Exercise instructions ▸ For the word "Olympiapark", return each line of the data in which it occurs.

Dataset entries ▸
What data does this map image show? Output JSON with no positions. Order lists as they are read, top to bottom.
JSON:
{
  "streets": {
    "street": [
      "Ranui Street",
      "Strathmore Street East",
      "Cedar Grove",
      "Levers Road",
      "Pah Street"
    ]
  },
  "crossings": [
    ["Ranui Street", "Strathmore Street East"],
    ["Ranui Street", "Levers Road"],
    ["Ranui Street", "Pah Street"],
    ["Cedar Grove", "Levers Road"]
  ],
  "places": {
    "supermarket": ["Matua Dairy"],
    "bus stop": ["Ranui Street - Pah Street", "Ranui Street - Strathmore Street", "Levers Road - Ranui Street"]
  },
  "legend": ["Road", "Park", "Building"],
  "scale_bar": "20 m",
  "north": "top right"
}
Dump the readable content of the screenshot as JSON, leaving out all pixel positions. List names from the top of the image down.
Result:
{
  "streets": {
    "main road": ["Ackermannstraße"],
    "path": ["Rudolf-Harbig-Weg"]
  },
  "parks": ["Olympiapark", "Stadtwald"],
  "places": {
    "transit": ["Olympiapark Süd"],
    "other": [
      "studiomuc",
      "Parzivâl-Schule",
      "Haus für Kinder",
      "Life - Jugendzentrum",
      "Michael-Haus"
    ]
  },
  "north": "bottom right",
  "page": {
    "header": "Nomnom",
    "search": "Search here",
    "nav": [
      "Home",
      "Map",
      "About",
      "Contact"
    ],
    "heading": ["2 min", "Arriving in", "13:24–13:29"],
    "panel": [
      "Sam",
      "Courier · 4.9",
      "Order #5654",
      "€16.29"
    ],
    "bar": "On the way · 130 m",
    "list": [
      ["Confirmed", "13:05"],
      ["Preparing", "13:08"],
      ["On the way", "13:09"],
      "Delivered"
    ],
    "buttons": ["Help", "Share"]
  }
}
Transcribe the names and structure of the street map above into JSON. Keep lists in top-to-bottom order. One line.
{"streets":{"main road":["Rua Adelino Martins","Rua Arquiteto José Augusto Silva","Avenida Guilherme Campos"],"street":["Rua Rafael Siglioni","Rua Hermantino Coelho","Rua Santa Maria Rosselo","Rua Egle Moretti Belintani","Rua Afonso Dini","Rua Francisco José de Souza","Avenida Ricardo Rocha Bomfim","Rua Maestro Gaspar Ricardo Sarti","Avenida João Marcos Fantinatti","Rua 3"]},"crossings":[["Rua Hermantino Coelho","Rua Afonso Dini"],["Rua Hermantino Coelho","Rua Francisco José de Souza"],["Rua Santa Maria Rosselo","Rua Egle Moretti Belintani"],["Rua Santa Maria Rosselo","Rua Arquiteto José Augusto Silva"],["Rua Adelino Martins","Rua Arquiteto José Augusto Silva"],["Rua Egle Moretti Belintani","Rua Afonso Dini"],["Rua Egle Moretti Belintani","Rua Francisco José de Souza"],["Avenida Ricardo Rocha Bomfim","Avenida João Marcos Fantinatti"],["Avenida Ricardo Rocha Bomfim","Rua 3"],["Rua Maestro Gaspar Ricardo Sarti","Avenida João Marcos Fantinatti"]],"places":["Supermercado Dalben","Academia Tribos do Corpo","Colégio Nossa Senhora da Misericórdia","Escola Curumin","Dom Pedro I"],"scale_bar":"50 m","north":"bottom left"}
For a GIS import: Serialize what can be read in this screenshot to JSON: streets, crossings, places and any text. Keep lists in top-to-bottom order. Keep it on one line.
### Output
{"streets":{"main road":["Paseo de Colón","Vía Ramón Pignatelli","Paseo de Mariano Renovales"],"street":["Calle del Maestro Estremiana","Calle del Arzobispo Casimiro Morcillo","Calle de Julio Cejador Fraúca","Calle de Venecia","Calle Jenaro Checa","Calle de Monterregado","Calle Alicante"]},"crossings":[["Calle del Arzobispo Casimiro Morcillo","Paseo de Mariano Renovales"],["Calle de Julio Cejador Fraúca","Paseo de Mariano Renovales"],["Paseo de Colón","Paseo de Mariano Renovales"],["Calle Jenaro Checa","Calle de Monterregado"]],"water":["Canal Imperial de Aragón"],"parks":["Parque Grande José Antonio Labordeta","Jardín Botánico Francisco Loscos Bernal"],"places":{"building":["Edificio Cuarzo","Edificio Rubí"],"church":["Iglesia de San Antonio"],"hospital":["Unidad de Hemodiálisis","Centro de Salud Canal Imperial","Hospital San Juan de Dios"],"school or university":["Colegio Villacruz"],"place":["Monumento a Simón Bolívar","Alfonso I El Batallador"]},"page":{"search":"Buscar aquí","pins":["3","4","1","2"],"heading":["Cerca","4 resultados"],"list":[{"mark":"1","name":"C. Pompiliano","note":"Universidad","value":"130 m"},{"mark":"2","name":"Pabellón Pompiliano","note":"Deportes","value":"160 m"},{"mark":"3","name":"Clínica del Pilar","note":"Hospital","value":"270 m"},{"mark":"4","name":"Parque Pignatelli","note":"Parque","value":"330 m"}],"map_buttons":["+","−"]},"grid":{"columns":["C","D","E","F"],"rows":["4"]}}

Exercise solution ▸
  "parks": ["Olympiapark", "Stadtwald"],
    "transit": ["Olympiapark Süd"],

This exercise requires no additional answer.